++++ Exercise data ++++

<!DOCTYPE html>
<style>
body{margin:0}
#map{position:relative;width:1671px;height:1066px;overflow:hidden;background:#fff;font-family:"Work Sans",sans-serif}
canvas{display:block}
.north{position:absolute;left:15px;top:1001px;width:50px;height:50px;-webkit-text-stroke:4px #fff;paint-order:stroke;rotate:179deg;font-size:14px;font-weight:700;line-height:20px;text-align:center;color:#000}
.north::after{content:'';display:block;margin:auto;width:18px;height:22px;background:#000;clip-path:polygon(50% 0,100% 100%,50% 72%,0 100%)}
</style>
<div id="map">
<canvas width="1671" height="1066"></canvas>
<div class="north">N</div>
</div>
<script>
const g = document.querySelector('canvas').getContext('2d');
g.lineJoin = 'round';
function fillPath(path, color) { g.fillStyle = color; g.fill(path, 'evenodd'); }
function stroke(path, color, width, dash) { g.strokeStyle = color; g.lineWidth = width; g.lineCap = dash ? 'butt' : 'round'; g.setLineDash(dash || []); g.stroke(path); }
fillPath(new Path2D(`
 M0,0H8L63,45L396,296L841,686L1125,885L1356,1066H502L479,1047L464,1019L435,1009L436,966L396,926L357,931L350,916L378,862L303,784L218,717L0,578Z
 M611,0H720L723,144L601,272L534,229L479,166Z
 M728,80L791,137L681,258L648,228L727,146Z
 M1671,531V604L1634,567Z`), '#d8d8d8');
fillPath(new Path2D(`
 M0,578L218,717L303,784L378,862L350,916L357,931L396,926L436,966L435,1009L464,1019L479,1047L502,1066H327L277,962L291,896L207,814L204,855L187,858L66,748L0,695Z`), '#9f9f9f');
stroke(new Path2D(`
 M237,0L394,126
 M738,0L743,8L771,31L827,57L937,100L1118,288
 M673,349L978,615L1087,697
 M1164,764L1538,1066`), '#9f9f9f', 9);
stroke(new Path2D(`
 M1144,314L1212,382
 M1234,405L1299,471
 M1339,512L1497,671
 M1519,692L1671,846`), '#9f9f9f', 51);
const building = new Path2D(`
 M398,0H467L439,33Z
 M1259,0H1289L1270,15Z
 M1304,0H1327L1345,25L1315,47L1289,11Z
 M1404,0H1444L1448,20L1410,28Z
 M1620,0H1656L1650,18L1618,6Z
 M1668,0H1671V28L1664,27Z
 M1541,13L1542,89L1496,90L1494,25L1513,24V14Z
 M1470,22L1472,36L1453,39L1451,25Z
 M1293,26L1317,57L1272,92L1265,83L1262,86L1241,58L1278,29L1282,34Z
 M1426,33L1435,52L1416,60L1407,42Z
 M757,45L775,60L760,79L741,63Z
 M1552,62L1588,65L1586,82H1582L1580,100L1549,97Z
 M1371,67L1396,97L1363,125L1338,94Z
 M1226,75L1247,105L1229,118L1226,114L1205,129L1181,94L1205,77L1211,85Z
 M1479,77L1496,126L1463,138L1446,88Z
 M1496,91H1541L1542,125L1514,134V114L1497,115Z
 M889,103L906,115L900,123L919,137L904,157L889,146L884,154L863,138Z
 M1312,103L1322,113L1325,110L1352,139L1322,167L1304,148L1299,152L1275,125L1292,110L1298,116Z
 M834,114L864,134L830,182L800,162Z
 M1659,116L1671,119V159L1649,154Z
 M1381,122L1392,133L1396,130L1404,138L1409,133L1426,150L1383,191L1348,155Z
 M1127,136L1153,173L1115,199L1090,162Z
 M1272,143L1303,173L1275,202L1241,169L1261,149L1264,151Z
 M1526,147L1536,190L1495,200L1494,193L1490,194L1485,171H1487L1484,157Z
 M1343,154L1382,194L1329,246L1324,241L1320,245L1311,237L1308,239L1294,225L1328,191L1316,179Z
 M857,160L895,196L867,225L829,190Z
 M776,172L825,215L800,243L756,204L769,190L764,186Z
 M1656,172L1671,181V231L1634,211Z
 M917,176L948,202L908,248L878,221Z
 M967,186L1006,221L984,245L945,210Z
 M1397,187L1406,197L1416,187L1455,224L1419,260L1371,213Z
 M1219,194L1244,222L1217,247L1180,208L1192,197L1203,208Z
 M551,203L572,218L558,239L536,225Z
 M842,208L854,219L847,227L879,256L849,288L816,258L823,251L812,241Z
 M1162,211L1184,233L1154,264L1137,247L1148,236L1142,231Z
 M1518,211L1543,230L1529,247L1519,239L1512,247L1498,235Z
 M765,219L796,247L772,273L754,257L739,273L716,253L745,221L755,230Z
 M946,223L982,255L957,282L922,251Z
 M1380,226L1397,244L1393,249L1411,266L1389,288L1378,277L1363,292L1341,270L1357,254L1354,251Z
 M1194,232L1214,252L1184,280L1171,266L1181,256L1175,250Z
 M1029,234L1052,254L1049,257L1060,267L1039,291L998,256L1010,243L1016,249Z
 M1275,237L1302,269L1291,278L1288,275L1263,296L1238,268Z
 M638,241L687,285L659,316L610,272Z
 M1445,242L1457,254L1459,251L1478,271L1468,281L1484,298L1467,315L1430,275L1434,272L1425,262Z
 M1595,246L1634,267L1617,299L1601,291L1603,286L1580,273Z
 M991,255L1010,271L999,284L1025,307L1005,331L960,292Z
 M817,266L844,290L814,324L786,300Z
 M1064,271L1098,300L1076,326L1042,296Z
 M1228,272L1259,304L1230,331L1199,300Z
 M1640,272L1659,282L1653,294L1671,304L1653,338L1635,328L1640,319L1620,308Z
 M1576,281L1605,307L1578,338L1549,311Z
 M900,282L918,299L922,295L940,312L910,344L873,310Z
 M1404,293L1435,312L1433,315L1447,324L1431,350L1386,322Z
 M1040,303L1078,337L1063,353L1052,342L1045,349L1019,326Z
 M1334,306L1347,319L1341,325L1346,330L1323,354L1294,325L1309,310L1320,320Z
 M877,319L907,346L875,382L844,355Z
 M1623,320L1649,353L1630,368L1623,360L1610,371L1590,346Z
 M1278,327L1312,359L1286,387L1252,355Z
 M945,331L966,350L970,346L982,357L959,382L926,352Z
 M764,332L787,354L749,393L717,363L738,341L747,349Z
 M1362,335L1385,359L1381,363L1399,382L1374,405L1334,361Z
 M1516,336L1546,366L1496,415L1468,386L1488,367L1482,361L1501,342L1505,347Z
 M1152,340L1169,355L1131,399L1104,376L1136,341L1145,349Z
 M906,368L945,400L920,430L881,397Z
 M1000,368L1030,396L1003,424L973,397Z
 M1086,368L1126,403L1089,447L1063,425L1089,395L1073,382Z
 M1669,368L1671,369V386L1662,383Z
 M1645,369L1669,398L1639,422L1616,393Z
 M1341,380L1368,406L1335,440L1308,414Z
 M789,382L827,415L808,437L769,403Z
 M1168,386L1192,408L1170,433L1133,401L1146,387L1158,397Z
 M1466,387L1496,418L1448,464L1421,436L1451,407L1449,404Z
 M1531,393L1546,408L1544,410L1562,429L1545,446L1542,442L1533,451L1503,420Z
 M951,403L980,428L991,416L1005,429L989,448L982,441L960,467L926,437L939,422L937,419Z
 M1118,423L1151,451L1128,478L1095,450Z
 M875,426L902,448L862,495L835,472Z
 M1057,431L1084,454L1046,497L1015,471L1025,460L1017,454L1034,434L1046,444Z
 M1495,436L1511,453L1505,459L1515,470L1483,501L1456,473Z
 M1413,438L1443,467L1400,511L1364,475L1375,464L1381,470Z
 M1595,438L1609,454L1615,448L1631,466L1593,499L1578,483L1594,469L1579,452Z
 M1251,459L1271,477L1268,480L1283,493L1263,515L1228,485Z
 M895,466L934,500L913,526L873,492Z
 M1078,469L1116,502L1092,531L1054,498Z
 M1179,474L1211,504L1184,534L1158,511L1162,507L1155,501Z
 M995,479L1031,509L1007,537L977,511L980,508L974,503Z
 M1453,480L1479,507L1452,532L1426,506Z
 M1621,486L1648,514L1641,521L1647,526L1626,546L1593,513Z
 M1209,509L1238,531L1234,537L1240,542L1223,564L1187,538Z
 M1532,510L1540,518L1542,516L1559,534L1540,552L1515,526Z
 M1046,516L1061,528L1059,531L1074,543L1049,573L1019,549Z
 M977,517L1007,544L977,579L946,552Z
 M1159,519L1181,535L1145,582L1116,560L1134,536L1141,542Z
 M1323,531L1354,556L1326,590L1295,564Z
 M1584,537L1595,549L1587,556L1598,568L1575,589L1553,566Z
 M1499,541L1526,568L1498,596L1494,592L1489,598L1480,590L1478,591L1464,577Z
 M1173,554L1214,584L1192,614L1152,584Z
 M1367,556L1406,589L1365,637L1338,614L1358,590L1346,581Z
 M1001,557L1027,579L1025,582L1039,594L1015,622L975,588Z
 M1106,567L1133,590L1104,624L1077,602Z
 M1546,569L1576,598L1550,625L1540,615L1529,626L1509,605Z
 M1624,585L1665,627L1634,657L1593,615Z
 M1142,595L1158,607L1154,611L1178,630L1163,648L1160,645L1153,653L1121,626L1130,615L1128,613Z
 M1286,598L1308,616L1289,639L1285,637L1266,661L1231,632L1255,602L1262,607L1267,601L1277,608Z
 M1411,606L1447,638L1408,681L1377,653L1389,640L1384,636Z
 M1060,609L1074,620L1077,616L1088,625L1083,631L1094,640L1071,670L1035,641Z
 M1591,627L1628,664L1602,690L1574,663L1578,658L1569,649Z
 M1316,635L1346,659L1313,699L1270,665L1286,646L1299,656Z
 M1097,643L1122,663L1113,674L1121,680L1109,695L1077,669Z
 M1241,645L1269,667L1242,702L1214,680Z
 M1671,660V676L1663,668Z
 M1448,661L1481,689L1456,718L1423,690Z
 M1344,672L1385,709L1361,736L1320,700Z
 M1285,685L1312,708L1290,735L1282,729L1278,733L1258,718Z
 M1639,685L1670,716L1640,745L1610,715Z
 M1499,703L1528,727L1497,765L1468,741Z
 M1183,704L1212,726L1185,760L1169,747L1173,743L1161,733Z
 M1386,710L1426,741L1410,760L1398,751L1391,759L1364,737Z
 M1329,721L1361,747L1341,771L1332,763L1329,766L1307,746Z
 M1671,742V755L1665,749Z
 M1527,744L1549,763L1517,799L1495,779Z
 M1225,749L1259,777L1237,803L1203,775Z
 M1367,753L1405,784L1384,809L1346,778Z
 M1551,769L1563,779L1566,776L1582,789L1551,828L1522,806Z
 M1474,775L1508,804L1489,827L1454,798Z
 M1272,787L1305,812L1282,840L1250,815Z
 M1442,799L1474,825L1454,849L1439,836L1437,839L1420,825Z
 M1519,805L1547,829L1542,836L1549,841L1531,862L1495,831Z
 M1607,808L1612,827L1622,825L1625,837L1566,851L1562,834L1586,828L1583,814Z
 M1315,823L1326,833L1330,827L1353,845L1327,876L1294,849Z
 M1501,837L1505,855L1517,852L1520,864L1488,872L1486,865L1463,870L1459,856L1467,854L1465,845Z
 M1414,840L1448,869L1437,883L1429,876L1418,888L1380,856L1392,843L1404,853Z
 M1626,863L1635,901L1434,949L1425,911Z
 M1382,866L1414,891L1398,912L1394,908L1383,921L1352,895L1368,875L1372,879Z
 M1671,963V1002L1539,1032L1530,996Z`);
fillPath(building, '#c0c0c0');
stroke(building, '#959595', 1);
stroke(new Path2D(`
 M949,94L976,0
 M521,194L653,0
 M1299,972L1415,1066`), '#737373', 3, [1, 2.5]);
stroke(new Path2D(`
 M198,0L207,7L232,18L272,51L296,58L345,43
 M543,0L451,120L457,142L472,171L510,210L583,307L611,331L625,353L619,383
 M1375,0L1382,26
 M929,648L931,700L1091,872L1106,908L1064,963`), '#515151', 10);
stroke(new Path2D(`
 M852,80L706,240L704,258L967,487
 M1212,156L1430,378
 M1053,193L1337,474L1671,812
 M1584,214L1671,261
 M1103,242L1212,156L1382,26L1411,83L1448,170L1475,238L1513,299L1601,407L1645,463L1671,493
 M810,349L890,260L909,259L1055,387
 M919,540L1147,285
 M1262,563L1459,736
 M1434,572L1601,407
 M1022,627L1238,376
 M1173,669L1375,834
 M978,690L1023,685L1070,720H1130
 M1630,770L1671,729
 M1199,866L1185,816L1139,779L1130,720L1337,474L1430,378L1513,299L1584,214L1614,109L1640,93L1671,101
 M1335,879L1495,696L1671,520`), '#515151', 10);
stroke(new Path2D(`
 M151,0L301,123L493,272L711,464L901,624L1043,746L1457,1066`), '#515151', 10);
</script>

++++

*Instructions to follow*: Whenever "canvas" occurs in a line above, copy that line.

*The completed task*:
canvas{display:block}
<canvas width="1671" height="1066"></canvas>
const g = document.querySelector('canvas').getContext('2d');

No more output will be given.